5.The PIF ignores the structural nature of unemployment that now is confronting older and younger workers. 1 in 3 of the classes of 2008,2009, 2010 are not in secure and meaningful work . This is on top of the 1 in 5 or 6 who have been in a "holding pattern since" 2000. Inclusive growth will seem very hollow to this "jilted generation". Indeed the prognosis for the next 4 years is no better.Public sector spending has since the second world war been the largest contributor to job creation, however, with EU 2020 requiring governments to cut spending it is clear that the levels of exclusion and precarity will rise.

6. Relatedly, in all the praise for ESF what again is neatly ignored is that far too much of ESF money is simply spent in creating holding revolving door programmes for unemployed people which simply satifies the PIF need for massaging statistics.

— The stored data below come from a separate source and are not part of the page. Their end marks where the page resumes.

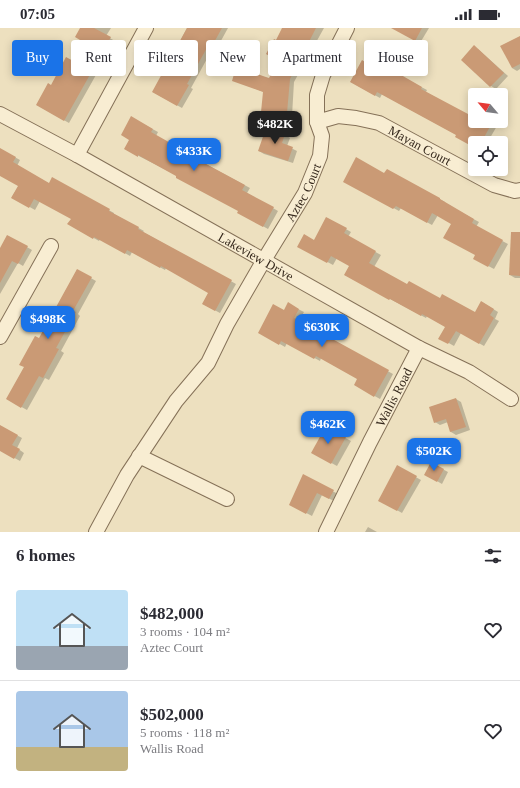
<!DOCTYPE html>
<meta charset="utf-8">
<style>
:root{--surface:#fff;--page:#f2f2f3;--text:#2b2b33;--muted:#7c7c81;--line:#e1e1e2;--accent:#1a73e8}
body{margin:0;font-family:"Times New Roman",serif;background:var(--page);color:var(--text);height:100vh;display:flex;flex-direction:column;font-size:15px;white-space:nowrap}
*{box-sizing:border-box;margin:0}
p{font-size:13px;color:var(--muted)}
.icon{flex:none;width:22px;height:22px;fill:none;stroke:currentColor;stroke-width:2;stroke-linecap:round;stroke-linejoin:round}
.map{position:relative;height:504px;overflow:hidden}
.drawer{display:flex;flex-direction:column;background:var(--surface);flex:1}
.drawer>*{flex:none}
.banner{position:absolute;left:12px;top:12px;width:496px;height:36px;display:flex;gap:8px}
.needle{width:26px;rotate:299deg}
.controls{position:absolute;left:468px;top:60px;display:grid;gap:8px}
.controls a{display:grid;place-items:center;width:40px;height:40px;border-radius:4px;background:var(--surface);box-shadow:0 2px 10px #0003;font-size:20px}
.price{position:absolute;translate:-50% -34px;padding:0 9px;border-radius:8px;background:var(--accent);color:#fff;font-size:13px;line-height:26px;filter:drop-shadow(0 1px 2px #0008)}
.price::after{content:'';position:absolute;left:50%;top:24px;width:12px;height:9px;margin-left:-6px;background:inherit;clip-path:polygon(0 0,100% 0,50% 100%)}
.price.current{background:#222;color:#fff}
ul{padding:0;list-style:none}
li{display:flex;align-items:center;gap:12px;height:100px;padding:0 16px}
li+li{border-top:1px solid var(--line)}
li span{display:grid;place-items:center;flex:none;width:112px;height:80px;border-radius:4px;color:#555}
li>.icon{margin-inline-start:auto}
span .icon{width:48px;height:48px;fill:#fffc;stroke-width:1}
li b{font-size:17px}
h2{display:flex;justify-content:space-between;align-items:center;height:48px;padding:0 16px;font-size:17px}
.tag{padding:0 14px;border-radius:4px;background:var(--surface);box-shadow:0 2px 10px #0003;font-size:14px;line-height:36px}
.tag.current{background:var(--accent);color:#fff}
.status{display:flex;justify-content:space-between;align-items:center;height:28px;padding:0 20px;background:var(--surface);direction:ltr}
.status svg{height:11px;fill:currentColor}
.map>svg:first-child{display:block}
.shadow{fill:#0003}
.building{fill:#ca9a75}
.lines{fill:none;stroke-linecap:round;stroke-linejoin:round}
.minor-casing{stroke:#857158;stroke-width:16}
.minor{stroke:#f8edd2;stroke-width:14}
.labels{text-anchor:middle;stroke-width:4;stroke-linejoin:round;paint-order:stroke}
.street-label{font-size:13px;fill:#35281c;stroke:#f4eacf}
</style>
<div class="status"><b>07:05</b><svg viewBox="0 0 49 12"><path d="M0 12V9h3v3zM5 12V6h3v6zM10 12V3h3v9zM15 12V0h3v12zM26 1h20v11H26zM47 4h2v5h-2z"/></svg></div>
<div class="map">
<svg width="520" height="504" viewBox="0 0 520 504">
<rect width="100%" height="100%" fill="#ede0bf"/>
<!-- shadow -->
<g class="shadow">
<path d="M81 0H111L106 8 115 13 69 95 37 77 51 58 75 35 86 15Z"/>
<path d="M187 0H228L217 20 214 18 191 60 193 61 182 80 153 64Z"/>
<path d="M284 0H324L294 54 292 88 268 86 262 83 264 64 233 52H269L279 33 276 13Z"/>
<path d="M393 0H429L420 15Z"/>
<path d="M520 10V41L517 43 512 40Z"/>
<path d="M379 18 401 30 393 44 427 62 426 64 468 88 475 86V93H488L497 98 487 115H475V119L457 107 382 66 380 70 351 54 368 37Z"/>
<path d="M474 19 479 22 508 48 496 61 491 58 462 32Z"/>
<path d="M132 90 158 104 156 108 187 125V126L250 160 247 165 278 183 268 201 239 185 240 183 178 148 125 121 130 111Z"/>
<path d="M285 107 290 110 287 118 297 123 293 135 264 126 259 123Z"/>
<path d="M0 121 20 132 17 138 50 156 53 151 114 185V186L144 203 143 204 236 256 220 285 203 276 209 264 166 240 165 242 132 224 130 228 100 211 99 213 69 196 72 190 40 173 35 182 12 169 19 157 0 147Z"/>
<path d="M387 142 445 174 444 175 479 194 476 199 508 216 494 241 475 231 477 227 452 196 438 187 432 197 401 180 399 183 344 153 385 146Z"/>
<path d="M327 190 351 204 348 209 381 227 374 239 407 257 475 286 482 274 498 284 495 291 499 293 484 318 461 305 454 318 440 310 446 299 427 288 426 290 345 247 350 237 337 230 333 237 298 218 314 213Z"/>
<path d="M8 208 32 222 23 238 18 235 0 266V222Z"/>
<path d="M520 215V250H515L510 247Z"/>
<path d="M77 242 96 253 78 286 80 288 61 323 64 325 49 352 45 350 27 382 7 371Z"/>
<path d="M288 276 304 284 298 294 393 346 380 371 355 357 359 351 321 330 320 333 287 315 285 319 259 304 284 283Z"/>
<path d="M456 371 461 374 470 402 456 407 451 404 448 394 440 397 435 394Z"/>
<path d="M0 398 22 410 17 420 24 425 20 433 0 422Z"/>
<path d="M327 400 351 413 337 438 313 425Z"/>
<path d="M431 435 448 444 442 456 425 446Z"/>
<path d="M398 439 421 452 402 485 379 472Z"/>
<path d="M304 448 338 466 334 473 322 467 312 488 295 479Z"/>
<path d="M368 499 377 504H365Z"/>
</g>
<!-- building -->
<g class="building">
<path d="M80 0H94L111 9 64 93 36 77 48 55 51 57 66 29 75 34 85 15 75 9Z"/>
<path d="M187 0H222L212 18 209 16 187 56 189 57 177 78 152 64Z"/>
<path d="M282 0H316L290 51 287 85 261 84 263 64 232 53 236 39 269 50 278 33 266 26 274 11 276 12Z"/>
<path d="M391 0H422L415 13Z"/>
<path d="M520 8V36L512 40 500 18Z"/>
<path d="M378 16 396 26 389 40 422 59 421 61 468 86 475 73V93H493L481 115H475V120L455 109 456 107 410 82 377 64 375 68 350 54 362 32 368 36Z"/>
<path d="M474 17 504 45 490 59 461 32Z"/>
<path d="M131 88 153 101 151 104 183 122 182 123 245 157 242 162 274 179 263 199 237 185 238 183 176 150V148L138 127V129L124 121 129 112 121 107Z"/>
<path d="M266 100 285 106 282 115 293 119 288 133 258 123Z"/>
<path d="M0 120 16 129 13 134 49 155 52 149 110 181 109 183 139 199 138 201 232 252 215 283 202 276 208 265 161 238 160 240 127 222 125 226 94 209 93 211 67 196 71 191 34 171 29 180 11 170 18 158 0 148Z"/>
<path d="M356 129 384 145 387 141 440 170V171L474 191 472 195 503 212 488 239 473 231 475 227 443 210 451 196 432 185 427 195 396 178 393 181 343 154Z"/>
<path d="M326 189 347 200 344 205 376 223 369 235 407 256 409 253 440 270 442 266 475 284 481 273 494 281 490 287 494 290 479 316 456 303 448 316 438 311 445 299 422 286 421 288 390 271 389 272 344 247 349 238 331 228 327 235 297 219 304 206 314 212Z"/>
<path d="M511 204H520V248L509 247Z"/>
<path d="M7 207 28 218 18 236 12 233 0 255V220Z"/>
<path d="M77 241 92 249 73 283 76 284 56 320 59 321 43 350 39 348 21 380 6 371 24 339 19 337 35 308 39 310Z"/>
<path d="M288 274 299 281 294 290 389 342 374 369 354 357 357 351 316 328 314 331 281 313 279 317 258 305 273 276 284 282Z"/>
<path d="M456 370 466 399 450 404 446 391 434 395 429 379Z"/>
<path d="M0 397 18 407 12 417 20 421 14 431 0 423Z"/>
<path d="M326 398 346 409 331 436 311 425Z"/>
<path d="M431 434 444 441 437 454 424 447Z"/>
<path d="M397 437 417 448 397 483 378 473Z"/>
<path d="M303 446 334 462 329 471 317 465 306 486 289 477Z"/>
</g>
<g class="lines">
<!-- minor casing -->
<g class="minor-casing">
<g id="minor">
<path id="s1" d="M0 86 77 127 419 320 469 344 511 371"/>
<path id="s2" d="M317 94 338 88 356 90 379 95 494 157 515 163 520 162"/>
<path d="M77 127 146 0"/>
<path d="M0 309 51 218"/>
<path d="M139 428 227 471"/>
<path id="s3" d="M96 504 127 447 176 373 208 335 227 296 264 232 305 165 320 128 322 108 317 94V67L323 47 347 0"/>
<path id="s4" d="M326 504 370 414 419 320"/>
</g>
</g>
<!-- minor -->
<use href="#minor" class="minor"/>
</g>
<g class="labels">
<!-- street labels -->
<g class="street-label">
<text dy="5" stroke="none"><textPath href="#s2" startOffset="110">Mayan Court</textPath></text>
<text dy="5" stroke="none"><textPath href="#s3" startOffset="399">Aztec Court</textPath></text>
<text dy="5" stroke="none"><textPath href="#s1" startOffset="293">Lakeview Drive</textPath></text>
<text dy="5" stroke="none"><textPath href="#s4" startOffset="151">Wallis Road</textPath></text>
</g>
</g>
</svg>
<div class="controls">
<a><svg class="needle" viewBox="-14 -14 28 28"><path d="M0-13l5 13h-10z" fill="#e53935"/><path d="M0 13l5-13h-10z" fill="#7c7c81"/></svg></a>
<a><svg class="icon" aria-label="locate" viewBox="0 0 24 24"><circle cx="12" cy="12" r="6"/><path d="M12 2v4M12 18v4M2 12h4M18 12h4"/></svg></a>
</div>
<b class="price current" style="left:275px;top:117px">$482K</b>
<b class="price" style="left:194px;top:144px">$433K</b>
<b class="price" style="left:48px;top:312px">$498K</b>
<b class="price" style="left:322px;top:320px">$630K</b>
<b class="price" style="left:328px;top:417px">$462K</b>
<b class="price" style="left:434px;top:444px">$502K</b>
<div class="banner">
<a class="tag current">Buy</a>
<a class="tag">Rent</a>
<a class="tag">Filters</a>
<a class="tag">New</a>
<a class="tag">Apartment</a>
<a class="tag">House</a>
</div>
</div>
<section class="drawer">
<h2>6 homes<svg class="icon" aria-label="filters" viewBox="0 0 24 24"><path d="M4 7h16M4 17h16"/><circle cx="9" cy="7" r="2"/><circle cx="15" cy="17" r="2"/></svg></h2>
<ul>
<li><span style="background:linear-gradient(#bfe0f5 70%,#9aa5b1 0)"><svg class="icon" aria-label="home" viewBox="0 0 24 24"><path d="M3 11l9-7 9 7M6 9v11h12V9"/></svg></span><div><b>$482,000</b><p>3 rooms · 104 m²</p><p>Aztec Court</p></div><svg class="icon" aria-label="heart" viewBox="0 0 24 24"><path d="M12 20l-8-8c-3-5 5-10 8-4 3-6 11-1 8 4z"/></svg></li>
<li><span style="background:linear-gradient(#a9c7e8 70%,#c2b280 0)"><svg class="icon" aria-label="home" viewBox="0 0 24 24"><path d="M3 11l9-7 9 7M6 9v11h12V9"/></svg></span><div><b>$502,000</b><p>5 rooms · 118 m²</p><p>Wallis Road</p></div><svg class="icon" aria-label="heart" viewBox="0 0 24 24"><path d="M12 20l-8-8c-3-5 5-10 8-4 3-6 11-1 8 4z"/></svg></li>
</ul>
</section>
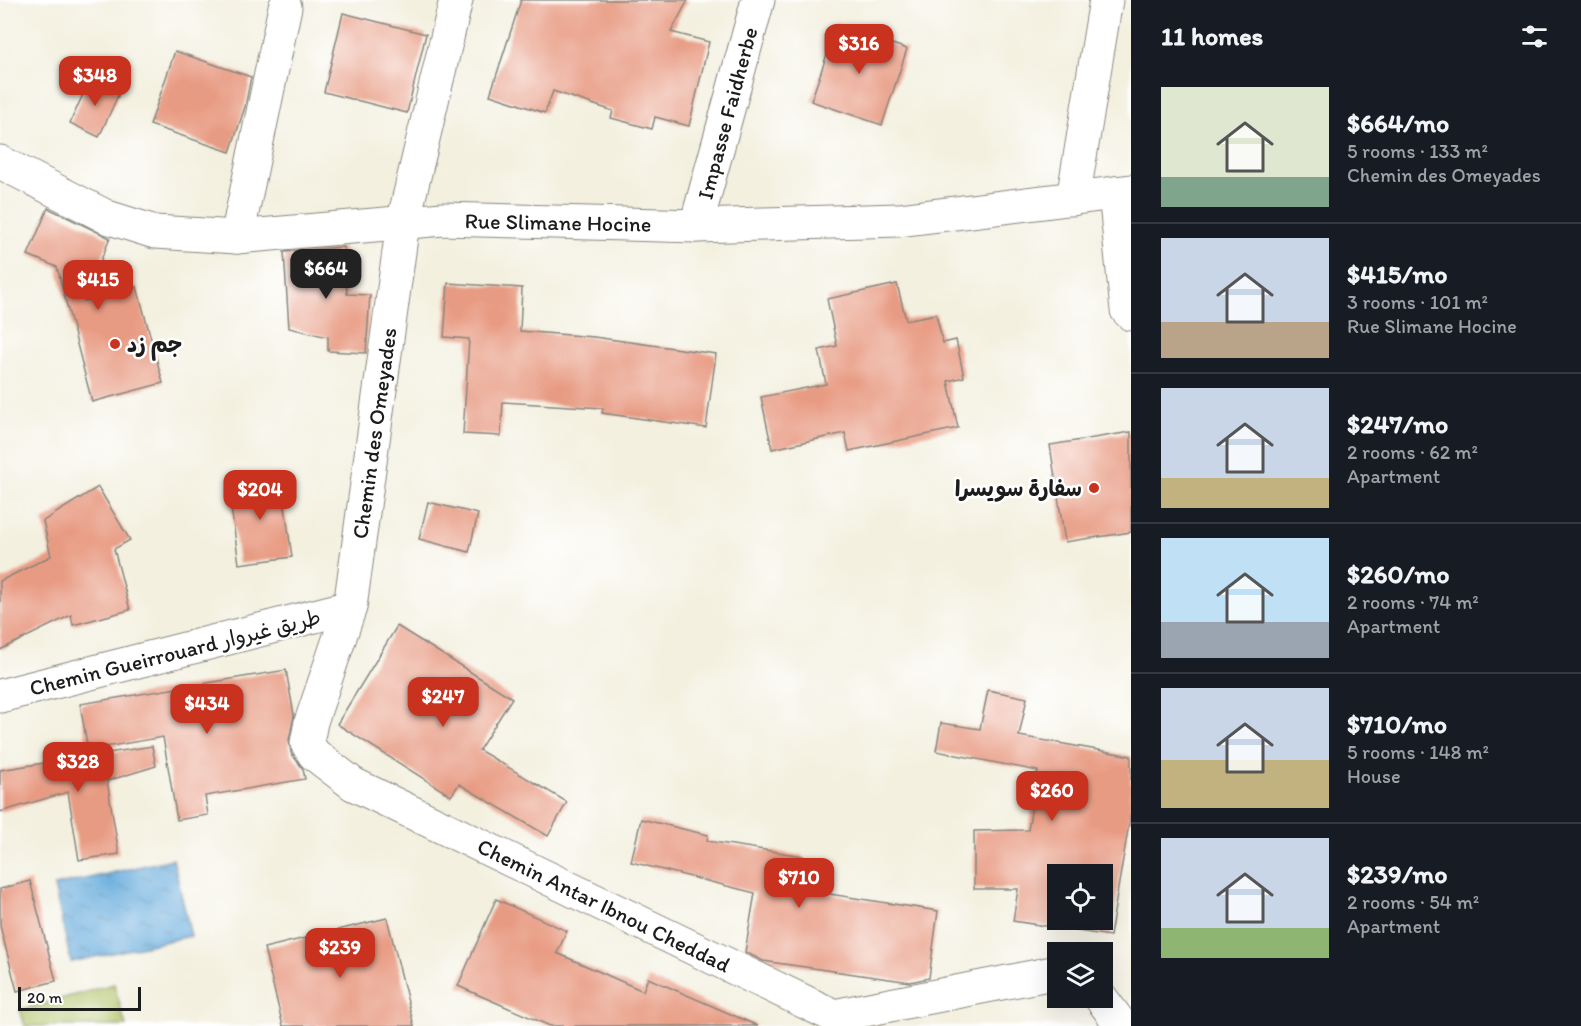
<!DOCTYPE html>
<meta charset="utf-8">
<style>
:root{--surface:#171b24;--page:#20242c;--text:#f1f3f6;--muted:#9ea1a6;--line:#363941;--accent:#c8321e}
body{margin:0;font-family:Itim,"Playpen Sans Arabic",sans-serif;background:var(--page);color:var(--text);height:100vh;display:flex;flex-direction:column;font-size:22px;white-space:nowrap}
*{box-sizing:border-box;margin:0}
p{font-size:20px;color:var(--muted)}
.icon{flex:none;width:33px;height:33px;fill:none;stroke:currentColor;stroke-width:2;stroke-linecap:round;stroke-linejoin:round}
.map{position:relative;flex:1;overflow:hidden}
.sheet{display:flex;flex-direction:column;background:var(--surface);width:450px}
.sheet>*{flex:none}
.tools{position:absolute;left:1047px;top:864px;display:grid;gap:12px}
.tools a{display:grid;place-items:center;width:66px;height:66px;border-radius:0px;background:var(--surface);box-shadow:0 6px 24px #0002;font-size:30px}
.scale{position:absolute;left:18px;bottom:15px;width:123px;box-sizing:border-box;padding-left:6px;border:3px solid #1c1c1c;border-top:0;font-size:16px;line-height:21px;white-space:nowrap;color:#1c1c1c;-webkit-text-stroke:4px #fff;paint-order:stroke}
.price{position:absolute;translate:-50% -51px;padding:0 14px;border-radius:12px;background:var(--accent);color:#fff;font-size:20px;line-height:39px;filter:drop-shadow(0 2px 3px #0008)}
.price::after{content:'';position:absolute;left:50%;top:36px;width:18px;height:14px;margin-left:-9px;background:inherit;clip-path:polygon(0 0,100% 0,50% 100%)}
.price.active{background:#222;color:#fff}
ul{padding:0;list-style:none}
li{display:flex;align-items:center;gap:18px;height:150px;padding:0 30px}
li+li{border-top:2px solid var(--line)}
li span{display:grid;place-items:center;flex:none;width:168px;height:120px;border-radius:0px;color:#555}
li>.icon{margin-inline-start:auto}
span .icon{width:72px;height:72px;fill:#fffc;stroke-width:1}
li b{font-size:26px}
h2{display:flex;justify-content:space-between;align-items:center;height:72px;padding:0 30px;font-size:26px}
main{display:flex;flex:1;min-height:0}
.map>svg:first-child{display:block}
</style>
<main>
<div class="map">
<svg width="1131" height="1026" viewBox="0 0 1131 1026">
<defs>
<pattern id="water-ripples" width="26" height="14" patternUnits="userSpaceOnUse" patternTransform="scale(1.5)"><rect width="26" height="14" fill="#65aadb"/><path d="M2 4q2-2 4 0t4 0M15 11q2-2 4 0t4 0" fill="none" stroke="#528ab1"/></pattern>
</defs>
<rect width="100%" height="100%" fill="#fff"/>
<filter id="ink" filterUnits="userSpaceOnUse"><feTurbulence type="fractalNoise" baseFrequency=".0167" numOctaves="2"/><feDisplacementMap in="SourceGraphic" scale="12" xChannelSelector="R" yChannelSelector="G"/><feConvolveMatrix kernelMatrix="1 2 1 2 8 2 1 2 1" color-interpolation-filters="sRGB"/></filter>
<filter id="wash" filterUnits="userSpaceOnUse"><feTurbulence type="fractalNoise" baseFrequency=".008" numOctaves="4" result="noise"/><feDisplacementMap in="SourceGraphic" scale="24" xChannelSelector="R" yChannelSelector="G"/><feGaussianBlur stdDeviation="1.35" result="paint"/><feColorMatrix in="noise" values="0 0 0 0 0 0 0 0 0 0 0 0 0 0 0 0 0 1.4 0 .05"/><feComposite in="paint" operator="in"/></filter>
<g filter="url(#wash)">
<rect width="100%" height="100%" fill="#f3f0df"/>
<polygon fill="#afc164" stroke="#666e40" stroke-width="1.5" points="114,984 126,1026 25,1026 20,1010"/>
<polygon fill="url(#water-ripples)" stroke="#40637c" stroke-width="1.5" points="173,859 191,936 71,962 54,886"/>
<g id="blocks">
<g fill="#e89b83" fill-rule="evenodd">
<polygon points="521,0 688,0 671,32 709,42 689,126 655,117 652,129 611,118 613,111 553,91 545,113 490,95"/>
<polygon points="343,13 426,34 407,113 324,92"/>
<polygon points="837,25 907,49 882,125 811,101"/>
<polygon points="175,51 251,77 245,107 230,152 150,125"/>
<polygon points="91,77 120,91 99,137 70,123"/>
<polygon points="48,208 110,238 84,301 137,287 163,383 92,402 57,267 28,255"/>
<polygon points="344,247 347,294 370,295 366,353 328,351 328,337 289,328 284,252"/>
<polygon points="448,283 522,288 520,331 594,337 716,354 706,428 602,413 603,408 503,402 501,436 463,434 469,339 444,337"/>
<polygon points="897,284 906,320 936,314 943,343 956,340 964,377 948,381 958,428 849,451 845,433 772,449 761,397 826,384 819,350 837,346 827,299"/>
<polygon points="1131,432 1131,532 1065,542 1050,445"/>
<polygon points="281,479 292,557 239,564 228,486"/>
<polygon points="98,487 130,540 114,549 130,610 73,625 71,615 0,650 0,581 51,556 43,521"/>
<polygon points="428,502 478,514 469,552 419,539"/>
<polygon points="397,626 512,698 479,750 567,802 548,836 459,784 451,796 337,724"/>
<polygon points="286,670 294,715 289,740 291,753 303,769 305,779 205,796 208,815 177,820 163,737 88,750 80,704"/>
<path d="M988,690l39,8 -8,38 112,20v56l-21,124 -97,-15 5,-32h-44v-58l54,-1 10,-59 -102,-20 5,-28 39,6zM1058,874h44v46h-44z"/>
<polygon points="152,746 156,766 107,781 119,854 79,860 68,792 0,812 0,770"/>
<polygon points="641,819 708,835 707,841 803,856 797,889 938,911 929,978 910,982 763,961 745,952 755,893 631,862"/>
<polygon points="30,881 56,981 17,991 0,926 0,889"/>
<polygon points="496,899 567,931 557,953 643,991 648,978 758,1026 550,1026 458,986"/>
<polygon points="387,918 414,1026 283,1026 264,948"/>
</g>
</g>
</g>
<g filter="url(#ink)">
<use href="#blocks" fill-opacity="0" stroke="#88867e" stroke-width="1.5"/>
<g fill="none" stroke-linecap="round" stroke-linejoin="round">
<defs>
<g id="minor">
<polyline points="456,0 403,223 350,607 311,722 307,743 314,754 353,784 834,1016 1058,972"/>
<polyline points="0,162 107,217 155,232 237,237 443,219 696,226 899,220 1131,191"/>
<polyline points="1115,193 1127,310 1131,314"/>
<polyline points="1073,199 1106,0"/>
<polyline points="696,226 758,0"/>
<polyline points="237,237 285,7"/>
<polyline points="0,696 350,607"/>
<polyline points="1101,998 1122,1026"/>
</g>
</defs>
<use href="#minor" stroke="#88867e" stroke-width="35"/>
<use href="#minor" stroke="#fff" stroke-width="33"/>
</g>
</g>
<g fill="#c8321e" stroke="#fff" stroke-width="2">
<circle cx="115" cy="344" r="6"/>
<circle cx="1094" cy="488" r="6"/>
</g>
<g text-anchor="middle" stroke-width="5" stroke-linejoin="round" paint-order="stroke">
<g font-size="22" fill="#1c1c1c" stroke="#fff">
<text transform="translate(727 113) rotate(-75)" y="8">Impasse Faidherbe</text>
<text transform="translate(558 222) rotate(1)" y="8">Rue Slimane Hocine</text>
<text transform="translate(374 433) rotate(-82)" y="8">Chemin des Omeyades</text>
<text transform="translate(175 652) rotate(-14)" y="8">Chemin Gueirrouard طريق غيروار</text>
<text transform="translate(604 905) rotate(26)" y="8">Chemin Antar Ibnou Cheddad</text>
</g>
<g font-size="22" font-weight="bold" fill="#1c1c1c" stroke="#fff" text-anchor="start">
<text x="127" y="352">جم زد</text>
<text x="1082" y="496" text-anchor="end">سفارة سويسرا</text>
</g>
</g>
</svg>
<div class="tools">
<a><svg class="icon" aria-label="locate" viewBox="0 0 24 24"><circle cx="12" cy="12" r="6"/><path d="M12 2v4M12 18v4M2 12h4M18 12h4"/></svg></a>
<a><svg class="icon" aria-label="layers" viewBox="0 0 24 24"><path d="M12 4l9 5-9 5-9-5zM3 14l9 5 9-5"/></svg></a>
</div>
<div class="scale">20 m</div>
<b class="price" style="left:859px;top:75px">$316</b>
<b class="price" style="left:95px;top:107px">$348</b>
<b class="price active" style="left:326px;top:300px">$664</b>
<b class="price" style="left:98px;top:311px">$415</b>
<b class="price" style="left:260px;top:521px">$204</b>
<b class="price" style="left:443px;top:728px">$247</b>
<b class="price" style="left:207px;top:735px">$434</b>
<b class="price" style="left:78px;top:793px">$328</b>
<b class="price" style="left:1052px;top:822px">$260</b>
<b class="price" style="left:799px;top:909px">$710</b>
<b class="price" style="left:340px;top:979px">$239</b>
</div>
<section class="sheet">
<h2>11 homes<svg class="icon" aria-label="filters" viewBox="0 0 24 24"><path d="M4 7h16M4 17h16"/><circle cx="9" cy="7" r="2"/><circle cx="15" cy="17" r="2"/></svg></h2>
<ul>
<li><span style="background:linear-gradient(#dfe7d0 75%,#7fa58c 0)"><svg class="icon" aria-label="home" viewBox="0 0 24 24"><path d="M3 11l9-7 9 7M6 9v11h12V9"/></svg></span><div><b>$664/mo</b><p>5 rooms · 133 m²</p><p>Chemin des Omeyades</p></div></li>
<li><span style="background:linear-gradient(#c9d6e8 70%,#b9a48a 0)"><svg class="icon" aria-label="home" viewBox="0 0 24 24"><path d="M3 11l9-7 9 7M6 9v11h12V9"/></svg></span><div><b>$415/mo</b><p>3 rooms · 101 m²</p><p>Rue Slimane Hocine</p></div></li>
<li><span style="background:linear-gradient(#c9d6e8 75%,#c2b280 0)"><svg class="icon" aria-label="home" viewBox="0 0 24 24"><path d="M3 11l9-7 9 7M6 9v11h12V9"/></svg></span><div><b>$247/mo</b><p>2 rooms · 62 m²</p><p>Apartment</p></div></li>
<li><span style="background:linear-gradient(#bfe0f5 70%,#9aa5b1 0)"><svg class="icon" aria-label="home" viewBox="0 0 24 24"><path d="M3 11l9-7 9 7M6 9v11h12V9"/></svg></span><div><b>$260/mo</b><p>2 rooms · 74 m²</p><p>Apartment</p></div></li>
<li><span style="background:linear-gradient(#c9d6e8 60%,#c2b280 0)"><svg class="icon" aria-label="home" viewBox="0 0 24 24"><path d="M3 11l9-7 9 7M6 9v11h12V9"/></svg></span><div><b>$710/mo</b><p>5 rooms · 148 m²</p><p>House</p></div></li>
<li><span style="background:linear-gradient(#c9d6e8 75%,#8fb573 0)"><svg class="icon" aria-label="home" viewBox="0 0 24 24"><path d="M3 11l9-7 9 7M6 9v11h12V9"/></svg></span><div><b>$239/mo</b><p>2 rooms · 54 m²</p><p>Apartment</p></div></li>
</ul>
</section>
</main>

In short what the PIF refuses to allow into the bubble is the possibility that the very model upon which EU2020 is based is fundamentally flawed. EU2020 is simply what some writers have dubbed "Selfish capitalism".Its about privatisation of public utilities ; its about deregulation which allows corporations and the rich to avoid paying taxation-look at evidence based campaigns in Belgium, Holland and UK which have identified that tax avoidence through created loopholes is resulting in a collective loss that could diminish by 40-50% the current austerity measures being imposed on citizens as result of the greed of banks and the financial sector. Moreover its a model that is convinced that consumption and market forces can meet our social needs.

In short the PIF projects an optimistic bubble of positive illusion, one that is deceptively rose tinted. Its hubris for which those outside the bubble will pay for dearly.